(What you need to do) A verbatim copy of each record is required.

(Data excerpts)
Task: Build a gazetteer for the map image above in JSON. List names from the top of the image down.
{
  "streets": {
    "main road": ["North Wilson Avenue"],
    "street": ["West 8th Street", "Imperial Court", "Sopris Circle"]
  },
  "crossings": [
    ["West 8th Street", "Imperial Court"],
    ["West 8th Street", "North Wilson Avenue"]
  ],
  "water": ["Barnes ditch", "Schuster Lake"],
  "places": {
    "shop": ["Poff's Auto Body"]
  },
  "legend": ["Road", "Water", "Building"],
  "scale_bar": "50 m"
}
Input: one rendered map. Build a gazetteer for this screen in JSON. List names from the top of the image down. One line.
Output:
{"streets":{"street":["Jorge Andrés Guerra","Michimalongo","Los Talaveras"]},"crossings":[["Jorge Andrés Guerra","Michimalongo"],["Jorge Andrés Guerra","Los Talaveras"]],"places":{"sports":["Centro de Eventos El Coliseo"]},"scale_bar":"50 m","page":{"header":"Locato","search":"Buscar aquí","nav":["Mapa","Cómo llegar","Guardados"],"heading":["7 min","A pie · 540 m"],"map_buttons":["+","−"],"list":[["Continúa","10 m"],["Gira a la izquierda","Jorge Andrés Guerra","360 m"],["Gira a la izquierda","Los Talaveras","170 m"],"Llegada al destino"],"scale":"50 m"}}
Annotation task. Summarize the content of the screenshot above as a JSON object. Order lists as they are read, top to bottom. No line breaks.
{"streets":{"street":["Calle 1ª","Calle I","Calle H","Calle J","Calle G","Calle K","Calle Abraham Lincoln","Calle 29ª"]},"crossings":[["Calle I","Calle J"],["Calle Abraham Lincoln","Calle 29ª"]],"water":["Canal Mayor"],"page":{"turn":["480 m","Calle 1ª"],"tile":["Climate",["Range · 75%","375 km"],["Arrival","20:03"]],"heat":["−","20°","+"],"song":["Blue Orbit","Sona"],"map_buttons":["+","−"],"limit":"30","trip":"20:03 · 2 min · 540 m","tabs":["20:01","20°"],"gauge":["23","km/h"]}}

(Answer to this exercise)
Task: Build a gazetteer for the map image above in JSON. List names from the top of the image down.
{
  "streets": {
    "main road": ["North Wilson Avenue"],
    "street": ["West 8th Street", "Imperial Court", "Sopris Circle"]
  },
  "crossings": [
    ["West 8th Street", "Imperial Court"],
    ["West 8th Street", "North Wilson Avenue"]
  ],
  "water": ["Barnes ditch", "Schuster Lake"],
  "places": {
    "shop": ["Poff's Auto Body"]
  },
  "legend": ["Road", "Water", "Building"],
  "scale_bar": "50 m"
}
Input: one rendered map. Build a gazetteer for this screen in JSON. List names from the top of the image down. One line.
Output:
{"streets":{"street":["Jorge Andrés Guerra","Michimalongo","Los Talaveras"]},"crossings":[["Jorge Andrés Guerra","Michimalongo"],["Jorge Andrés Guerra","Los Talaveras"]],"places":{"sports":["Centro de Eventos El Coliseo"]},"scale_bar":"50 m","page":{"header":"Locato","search":"Buscar aquí","nav":["Mapa","Cómo llegar","Guardados"],"heading":["7 min","A pie · 540 m"],"map_buttons":["+","−"],"list":[["Continúa","10 m"],["Gira a la izquierda","Jorge Andrés Guerra","360 m"],["Gira a la izquierda","Los Talaveras","170 m"],"Llegada al destino"],"scale":"50 m"}}
Annotation task. Summarize the content of the screenshot above as a JSON object. Order lists as they are read, top to bottom. No line breaks.
{"streets":{"street":["Calle 1ª","Calle I","Calle H","Calle J","Calle G","Calle K","Calle Abraham Lincoln","Calle 29ª"]},"crossings":[["Calle I","Calle J"],["Calle Abraham Lincoln","Calle 29ª"]],"water":["Canal Mayor"],"page":{"turn":["480 m","Calle 1ª"],"tile":["Climate",["Range · 75%","375 km"],["Arrival","20:03"]],"heat":["−","20°","+"],"song":["Blue Orbit","Sona"],"map_buttons":["+","−"],"limit":"30","trip":"20:03 · 2 min · 540 m","tabs":["20:01","20°"],"gauge":["23","km/h"]}}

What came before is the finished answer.